◆ Requirement
Select from the data all lines with the word "sans".

◆ Collected data
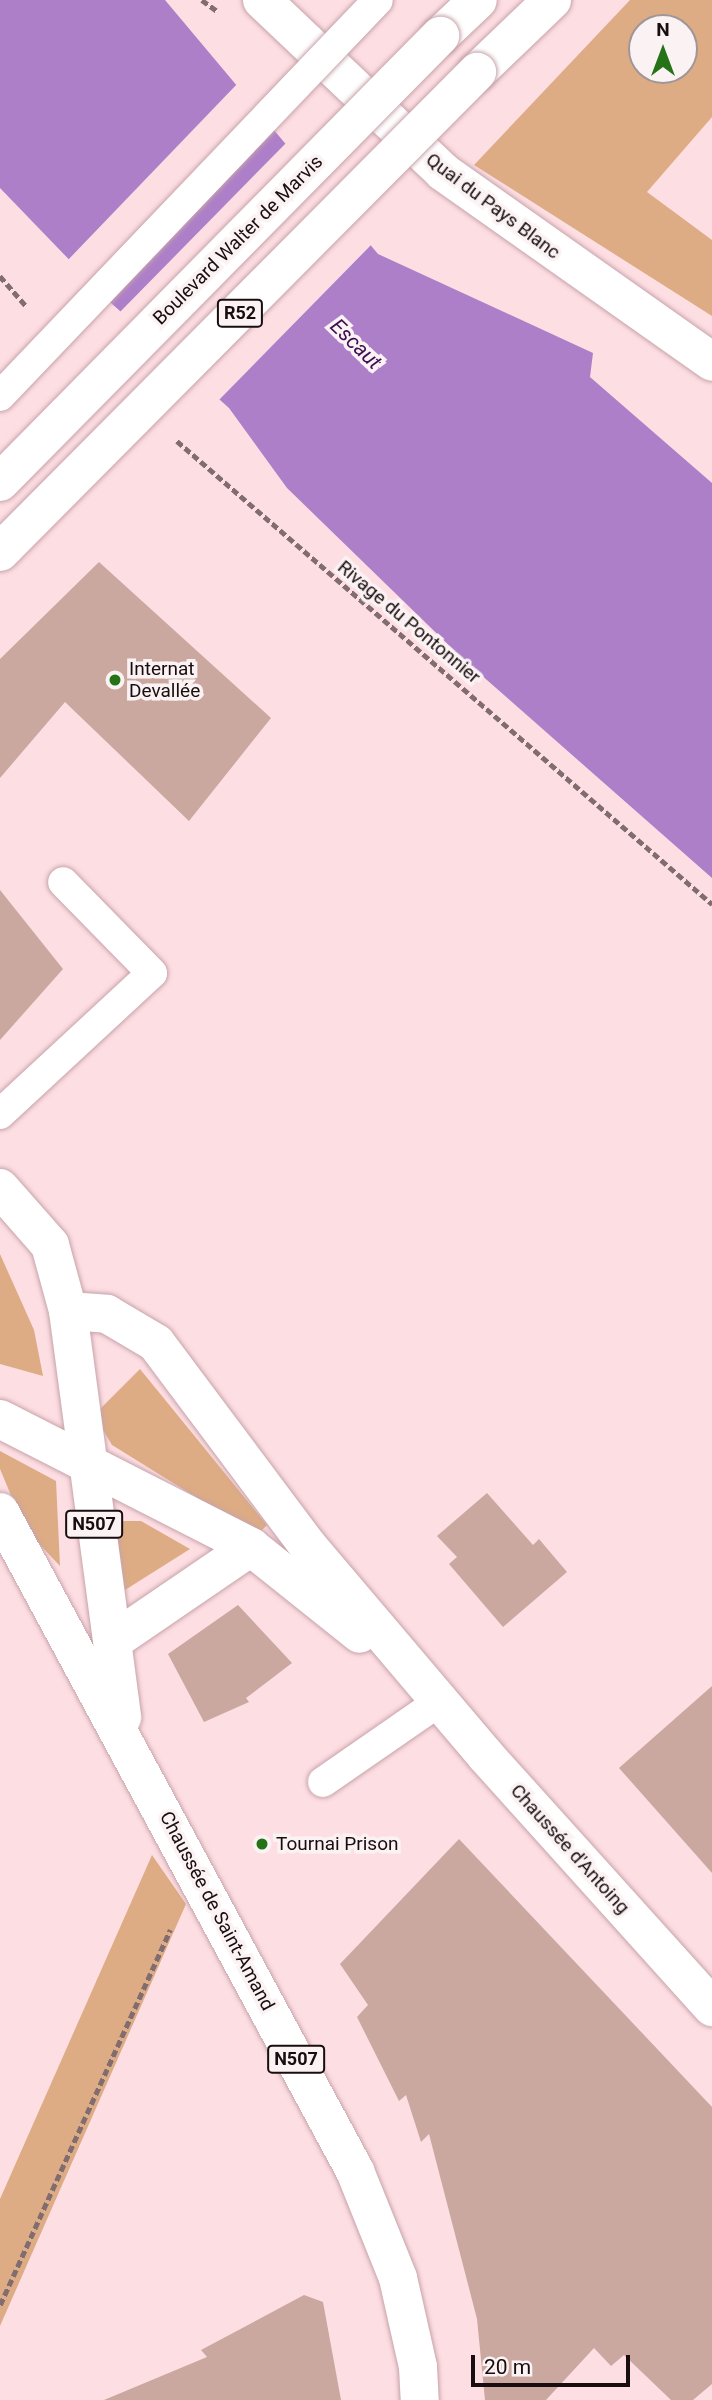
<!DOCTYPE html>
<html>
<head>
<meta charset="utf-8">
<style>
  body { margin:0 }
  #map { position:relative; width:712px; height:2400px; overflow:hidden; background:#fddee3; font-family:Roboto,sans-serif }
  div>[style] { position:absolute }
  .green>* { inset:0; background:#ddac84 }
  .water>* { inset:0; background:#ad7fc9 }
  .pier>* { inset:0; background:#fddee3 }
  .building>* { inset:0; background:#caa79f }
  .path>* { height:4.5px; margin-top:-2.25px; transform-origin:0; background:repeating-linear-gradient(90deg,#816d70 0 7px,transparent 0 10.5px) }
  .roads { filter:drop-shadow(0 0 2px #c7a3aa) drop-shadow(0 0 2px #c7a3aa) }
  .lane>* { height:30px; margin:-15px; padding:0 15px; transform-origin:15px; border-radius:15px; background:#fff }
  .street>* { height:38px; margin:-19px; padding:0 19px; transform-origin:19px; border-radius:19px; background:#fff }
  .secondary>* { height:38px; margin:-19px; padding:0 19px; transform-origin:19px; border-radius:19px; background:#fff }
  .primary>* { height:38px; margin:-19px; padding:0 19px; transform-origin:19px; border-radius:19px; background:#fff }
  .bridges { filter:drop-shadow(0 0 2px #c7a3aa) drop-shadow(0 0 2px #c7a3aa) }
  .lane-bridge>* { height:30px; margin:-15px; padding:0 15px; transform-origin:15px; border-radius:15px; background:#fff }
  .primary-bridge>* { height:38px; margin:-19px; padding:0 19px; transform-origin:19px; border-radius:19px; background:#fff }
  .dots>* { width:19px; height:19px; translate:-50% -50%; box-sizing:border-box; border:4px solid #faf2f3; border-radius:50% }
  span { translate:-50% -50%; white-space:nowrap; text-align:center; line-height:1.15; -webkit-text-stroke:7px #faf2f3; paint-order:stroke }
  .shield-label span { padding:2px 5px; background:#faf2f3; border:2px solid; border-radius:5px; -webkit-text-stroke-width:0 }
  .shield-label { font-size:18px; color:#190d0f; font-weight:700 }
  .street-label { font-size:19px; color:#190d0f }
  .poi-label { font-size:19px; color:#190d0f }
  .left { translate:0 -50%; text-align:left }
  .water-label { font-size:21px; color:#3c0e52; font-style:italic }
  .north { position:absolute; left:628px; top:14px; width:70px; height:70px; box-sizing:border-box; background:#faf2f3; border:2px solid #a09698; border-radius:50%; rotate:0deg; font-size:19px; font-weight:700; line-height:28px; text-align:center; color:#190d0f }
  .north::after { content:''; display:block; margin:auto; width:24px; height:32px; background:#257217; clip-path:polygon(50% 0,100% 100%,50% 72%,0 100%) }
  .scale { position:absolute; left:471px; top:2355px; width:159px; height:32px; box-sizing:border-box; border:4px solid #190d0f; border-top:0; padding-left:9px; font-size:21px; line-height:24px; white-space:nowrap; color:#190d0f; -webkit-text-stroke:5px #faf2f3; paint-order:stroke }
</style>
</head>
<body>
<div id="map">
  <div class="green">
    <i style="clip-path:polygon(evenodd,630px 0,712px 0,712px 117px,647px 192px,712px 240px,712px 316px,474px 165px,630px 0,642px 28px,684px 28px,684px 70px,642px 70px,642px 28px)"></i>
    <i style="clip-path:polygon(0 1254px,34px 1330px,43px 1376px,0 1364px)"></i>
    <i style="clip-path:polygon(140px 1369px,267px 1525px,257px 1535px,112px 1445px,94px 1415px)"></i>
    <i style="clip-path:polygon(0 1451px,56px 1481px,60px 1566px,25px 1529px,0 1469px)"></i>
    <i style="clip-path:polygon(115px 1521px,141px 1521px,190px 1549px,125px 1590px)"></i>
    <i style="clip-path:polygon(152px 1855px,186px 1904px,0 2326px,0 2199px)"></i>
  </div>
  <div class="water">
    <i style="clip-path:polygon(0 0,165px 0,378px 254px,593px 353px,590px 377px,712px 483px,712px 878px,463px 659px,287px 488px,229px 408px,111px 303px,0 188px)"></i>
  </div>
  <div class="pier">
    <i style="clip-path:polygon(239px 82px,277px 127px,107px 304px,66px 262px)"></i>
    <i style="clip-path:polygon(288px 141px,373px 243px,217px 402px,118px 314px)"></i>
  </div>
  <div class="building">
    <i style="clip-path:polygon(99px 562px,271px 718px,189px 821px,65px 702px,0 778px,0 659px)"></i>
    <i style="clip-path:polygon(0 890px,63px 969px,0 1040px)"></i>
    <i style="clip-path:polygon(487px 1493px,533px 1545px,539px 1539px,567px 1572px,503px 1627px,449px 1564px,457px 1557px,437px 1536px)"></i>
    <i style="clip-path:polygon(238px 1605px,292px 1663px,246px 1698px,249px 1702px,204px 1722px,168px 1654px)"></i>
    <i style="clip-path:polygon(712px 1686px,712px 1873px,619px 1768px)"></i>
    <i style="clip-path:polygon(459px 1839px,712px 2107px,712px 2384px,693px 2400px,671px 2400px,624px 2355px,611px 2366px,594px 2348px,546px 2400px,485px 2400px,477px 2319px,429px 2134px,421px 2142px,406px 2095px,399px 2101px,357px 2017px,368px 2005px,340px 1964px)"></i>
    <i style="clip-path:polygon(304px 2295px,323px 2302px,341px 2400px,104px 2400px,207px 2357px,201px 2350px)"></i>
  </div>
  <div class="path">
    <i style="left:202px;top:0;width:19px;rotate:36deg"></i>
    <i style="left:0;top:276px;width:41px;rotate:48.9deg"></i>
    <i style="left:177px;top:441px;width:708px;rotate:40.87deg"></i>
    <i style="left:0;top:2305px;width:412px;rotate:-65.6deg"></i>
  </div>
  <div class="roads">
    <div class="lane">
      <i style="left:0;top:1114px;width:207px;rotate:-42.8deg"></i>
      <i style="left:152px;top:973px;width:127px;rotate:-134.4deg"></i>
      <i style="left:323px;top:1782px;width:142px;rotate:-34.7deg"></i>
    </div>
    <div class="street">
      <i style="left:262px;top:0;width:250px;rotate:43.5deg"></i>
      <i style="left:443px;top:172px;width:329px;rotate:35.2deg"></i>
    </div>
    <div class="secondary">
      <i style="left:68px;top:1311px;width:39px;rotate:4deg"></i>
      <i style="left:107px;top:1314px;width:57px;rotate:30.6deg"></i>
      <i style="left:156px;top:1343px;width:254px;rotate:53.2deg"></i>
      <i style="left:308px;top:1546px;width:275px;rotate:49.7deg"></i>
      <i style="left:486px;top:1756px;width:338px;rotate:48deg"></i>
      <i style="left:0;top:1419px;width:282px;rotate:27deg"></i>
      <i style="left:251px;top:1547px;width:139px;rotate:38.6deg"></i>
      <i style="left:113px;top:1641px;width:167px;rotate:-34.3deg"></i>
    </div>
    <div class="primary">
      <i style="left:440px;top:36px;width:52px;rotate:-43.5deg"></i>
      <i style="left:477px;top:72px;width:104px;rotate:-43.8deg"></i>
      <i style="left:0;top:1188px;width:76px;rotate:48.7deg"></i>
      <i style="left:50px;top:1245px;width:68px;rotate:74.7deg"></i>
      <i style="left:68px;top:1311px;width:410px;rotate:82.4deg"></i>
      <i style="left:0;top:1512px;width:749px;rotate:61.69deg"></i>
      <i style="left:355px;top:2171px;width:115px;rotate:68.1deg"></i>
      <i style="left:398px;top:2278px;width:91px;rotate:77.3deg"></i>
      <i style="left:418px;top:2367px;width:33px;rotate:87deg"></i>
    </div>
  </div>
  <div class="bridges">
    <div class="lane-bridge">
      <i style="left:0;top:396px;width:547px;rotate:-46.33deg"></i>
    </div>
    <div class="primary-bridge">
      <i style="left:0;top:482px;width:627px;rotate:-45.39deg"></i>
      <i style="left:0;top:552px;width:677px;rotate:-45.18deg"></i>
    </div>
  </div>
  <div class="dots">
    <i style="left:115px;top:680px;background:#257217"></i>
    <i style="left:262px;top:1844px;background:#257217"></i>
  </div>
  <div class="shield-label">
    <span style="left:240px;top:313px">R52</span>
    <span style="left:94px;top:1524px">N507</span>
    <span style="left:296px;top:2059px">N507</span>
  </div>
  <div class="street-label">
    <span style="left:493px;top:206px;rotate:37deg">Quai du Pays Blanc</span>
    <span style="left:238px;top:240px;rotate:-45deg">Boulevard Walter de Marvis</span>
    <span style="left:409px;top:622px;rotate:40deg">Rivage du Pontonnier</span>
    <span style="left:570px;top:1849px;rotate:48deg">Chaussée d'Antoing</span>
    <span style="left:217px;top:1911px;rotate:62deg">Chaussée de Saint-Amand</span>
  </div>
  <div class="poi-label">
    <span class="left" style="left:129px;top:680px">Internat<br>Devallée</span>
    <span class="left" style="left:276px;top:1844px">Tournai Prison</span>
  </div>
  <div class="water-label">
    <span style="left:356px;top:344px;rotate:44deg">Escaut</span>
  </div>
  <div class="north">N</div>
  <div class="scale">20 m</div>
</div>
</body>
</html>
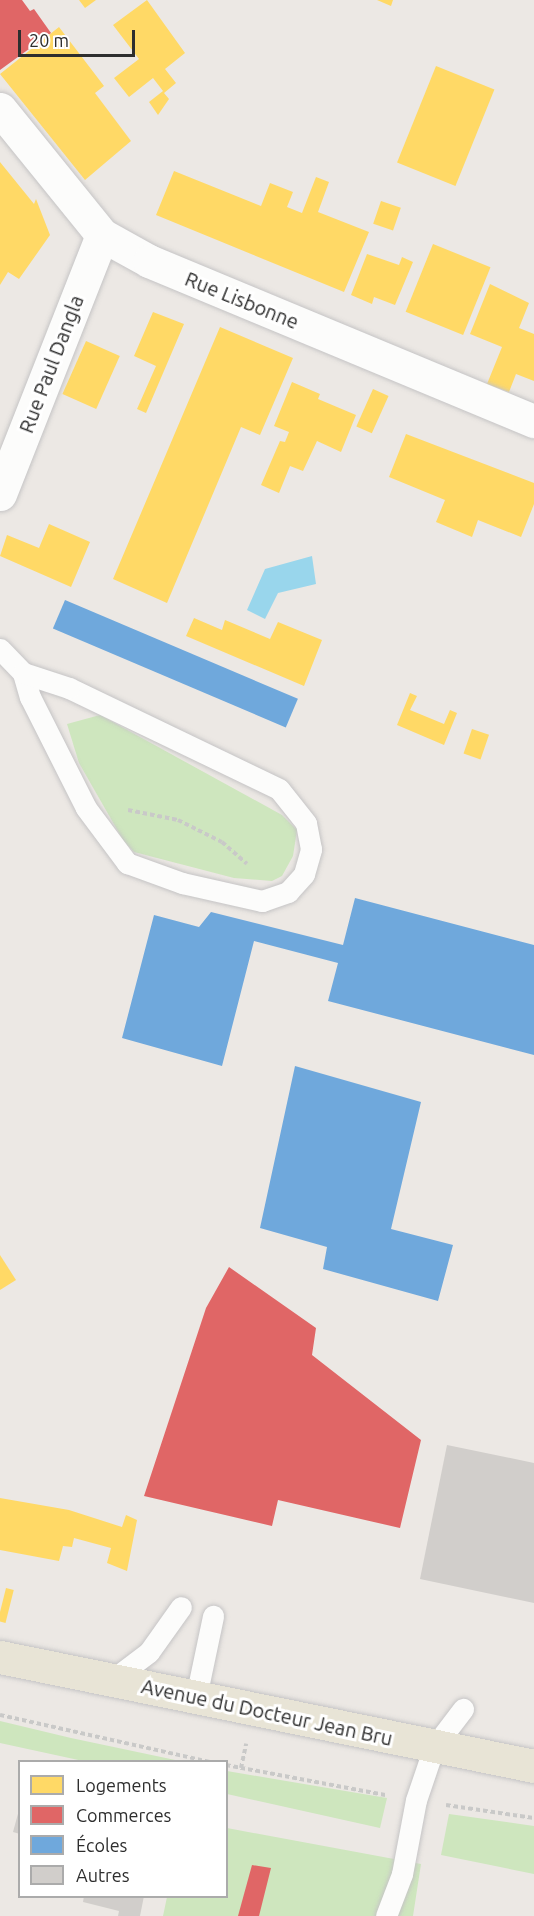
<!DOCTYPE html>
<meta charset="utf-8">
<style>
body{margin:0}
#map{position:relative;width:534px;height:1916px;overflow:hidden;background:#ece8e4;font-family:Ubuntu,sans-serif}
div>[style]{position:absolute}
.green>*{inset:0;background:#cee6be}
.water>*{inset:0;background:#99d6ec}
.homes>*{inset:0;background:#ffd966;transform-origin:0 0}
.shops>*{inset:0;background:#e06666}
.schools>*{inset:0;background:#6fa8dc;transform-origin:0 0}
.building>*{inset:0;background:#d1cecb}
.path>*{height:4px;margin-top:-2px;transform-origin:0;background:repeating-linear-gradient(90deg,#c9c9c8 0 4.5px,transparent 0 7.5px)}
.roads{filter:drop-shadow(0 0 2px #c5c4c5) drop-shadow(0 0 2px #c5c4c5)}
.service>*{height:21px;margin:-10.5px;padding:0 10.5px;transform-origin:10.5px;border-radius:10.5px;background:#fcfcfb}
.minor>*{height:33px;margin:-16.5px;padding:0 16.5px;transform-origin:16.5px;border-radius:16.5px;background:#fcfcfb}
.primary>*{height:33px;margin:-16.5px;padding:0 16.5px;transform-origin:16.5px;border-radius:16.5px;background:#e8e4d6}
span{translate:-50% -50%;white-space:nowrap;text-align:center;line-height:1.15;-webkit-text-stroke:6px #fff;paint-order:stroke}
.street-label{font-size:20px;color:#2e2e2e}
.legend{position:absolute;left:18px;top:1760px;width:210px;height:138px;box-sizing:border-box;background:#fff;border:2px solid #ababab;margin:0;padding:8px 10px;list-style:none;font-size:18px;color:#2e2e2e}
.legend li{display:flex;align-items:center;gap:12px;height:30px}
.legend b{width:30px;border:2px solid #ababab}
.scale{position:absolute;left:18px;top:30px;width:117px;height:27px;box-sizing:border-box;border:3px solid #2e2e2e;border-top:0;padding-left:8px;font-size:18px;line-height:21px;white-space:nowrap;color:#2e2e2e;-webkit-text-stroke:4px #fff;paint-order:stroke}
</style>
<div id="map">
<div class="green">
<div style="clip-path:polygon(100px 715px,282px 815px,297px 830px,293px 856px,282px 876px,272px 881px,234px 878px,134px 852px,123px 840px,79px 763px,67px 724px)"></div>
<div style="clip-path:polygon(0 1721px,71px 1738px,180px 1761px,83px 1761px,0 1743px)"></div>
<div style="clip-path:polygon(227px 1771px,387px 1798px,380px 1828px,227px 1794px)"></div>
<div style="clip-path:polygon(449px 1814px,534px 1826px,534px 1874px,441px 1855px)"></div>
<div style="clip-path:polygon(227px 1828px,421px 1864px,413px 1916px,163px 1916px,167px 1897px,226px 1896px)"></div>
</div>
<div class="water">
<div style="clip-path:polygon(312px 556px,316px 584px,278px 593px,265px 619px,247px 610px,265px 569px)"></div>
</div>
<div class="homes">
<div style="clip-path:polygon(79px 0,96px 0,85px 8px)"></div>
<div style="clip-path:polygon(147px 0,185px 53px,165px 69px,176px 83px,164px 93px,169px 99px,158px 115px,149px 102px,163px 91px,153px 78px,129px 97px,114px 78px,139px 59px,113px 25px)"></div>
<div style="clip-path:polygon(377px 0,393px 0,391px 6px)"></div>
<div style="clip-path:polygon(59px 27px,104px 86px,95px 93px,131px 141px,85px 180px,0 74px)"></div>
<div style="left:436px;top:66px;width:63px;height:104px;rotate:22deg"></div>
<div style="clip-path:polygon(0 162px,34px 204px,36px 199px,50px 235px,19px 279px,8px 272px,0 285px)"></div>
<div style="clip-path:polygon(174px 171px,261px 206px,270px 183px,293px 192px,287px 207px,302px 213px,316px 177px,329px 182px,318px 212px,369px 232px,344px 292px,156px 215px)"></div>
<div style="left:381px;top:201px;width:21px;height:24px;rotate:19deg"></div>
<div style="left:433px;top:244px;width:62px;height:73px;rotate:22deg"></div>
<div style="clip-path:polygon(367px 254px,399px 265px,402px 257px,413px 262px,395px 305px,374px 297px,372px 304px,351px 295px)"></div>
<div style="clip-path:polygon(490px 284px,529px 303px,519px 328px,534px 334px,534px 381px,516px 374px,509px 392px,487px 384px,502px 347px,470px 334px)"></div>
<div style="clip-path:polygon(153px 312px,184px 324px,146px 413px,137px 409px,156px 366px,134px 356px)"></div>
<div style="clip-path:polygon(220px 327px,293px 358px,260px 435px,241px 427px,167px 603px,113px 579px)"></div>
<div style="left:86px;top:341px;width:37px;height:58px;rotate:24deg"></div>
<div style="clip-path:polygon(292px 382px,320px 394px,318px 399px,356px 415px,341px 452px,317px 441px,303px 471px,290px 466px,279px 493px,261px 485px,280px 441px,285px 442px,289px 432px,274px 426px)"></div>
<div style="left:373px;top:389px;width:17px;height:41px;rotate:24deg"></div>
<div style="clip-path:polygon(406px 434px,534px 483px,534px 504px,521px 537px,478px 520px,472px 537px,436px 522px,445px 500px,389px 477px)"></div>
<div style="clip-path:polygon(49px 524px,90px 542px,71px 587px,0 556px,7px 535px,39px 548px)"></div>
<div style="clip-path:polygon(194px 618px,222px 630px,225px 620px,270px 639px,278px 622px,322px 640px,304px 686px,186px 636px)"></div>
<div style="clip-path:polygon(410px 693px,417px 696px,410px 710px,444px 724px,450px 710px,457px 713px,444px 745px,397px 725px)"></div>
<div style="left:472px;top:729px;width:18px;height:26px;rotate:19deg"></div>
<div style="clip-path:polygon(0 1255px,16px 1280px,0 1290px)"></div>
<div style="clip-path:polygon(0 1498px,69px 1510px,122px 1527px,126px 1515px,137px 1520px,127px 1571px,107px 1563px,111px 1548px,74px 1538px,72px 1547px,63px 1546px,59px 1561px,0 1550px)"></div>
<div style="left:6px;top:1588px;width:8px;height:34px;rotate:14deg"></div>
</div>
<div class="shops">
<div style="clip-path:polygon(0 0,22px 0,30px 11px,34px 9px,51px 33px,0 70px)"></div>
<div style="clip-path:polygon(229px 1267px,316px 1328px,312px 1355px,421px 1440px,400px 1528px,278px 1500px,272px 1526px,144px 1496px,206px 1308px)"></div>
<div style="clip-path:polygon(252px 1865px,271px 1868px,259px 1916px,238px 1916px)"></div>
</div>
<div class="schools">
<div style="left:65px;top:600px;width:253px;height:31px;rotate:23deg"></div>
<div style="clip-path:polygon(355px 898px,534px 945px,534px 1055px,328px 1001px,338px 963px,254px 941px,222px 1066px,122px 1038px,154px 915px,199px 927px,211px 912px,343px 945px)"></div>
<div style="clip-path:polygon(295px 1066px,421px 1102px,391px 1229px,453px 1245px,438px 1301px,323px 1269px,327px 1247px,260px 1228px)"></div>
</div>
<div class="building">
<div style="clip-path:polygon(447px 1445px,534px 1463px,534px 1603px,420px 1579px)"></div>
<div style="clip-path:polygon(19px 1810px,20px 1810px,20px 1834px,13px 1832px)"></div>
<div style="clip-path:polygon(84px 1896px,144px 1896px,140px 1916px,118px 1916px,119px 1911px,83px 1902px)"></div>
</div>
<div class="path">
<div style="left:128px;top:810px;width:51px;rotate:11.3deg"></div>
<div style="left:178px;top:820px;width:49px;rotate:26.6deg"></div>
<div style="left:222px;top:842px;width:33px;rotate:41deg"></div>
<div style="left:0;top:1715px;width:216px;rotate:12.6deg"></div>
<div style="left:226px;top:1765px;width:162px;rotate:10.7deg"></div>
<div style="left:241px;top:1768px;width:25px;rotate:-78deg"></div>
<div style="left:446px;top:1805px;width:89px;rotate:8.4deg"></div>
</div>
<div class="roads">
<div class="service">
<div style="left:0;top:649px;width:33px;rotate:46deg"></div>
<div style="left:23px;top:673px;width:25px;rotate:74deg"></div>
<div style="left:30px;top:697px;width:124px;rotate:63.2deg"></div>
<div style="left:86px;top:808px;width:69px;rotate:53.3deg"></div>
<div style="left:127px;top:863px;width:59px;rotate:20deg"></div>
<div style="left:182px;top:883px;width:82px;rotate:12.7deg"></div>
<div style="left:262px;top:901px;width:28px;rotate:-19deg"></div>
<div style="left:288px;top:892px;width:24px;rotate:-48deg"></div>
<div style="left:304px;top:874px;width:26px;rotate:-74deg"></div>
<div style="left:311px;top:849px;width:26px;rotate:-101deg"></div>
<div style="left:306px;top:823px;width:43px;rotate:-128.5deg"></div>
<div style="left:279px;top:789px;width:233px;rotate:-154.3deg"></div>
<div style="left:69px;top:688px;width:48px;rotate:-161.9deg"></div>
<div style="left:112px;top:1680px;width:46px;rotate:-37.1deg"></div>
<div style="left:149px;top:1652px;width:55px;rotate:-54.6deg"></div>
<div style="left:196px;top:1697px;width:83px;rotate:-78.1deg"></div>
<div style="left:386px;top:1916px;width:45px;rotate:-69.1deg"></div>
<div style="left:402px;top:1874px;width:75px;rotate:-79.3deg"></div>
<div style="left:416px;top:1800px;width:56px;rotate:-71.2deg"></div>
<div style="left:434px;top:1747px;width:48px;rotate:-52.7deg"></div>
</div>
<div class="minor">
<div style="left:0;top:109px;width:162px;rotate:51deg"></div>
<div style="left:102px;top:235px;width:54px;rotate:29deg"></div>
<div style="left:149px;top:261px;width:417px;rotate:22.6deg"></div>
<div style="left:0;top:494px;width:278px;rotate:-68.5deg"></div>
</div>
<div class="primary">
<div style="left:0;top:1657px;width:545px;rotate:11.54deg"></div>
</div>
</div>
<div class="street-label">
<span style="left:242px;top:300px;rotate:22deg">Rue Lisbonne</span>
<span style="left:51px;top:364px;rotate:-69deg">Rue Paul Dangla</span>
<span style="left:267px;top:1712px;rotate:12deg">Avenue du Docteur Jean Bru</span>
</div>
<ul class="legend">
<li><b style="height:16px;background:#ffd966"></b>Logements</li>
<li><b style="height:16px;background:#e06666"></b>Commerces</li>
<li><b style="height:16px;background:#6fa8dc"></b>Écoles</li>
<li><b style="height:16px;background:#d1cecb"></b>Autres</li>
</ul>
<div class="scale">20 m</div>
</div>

◆ Response area
  #map { position:relative; width:712px; height:2400px; overflow:hidden; background:#fddee3; font-family:Roboto,sans-serif }
#map{position:relative;width:534px;height:1916px;overflow:hidden;background:#ece8e4;font-family:Ubuntu,sans-serif}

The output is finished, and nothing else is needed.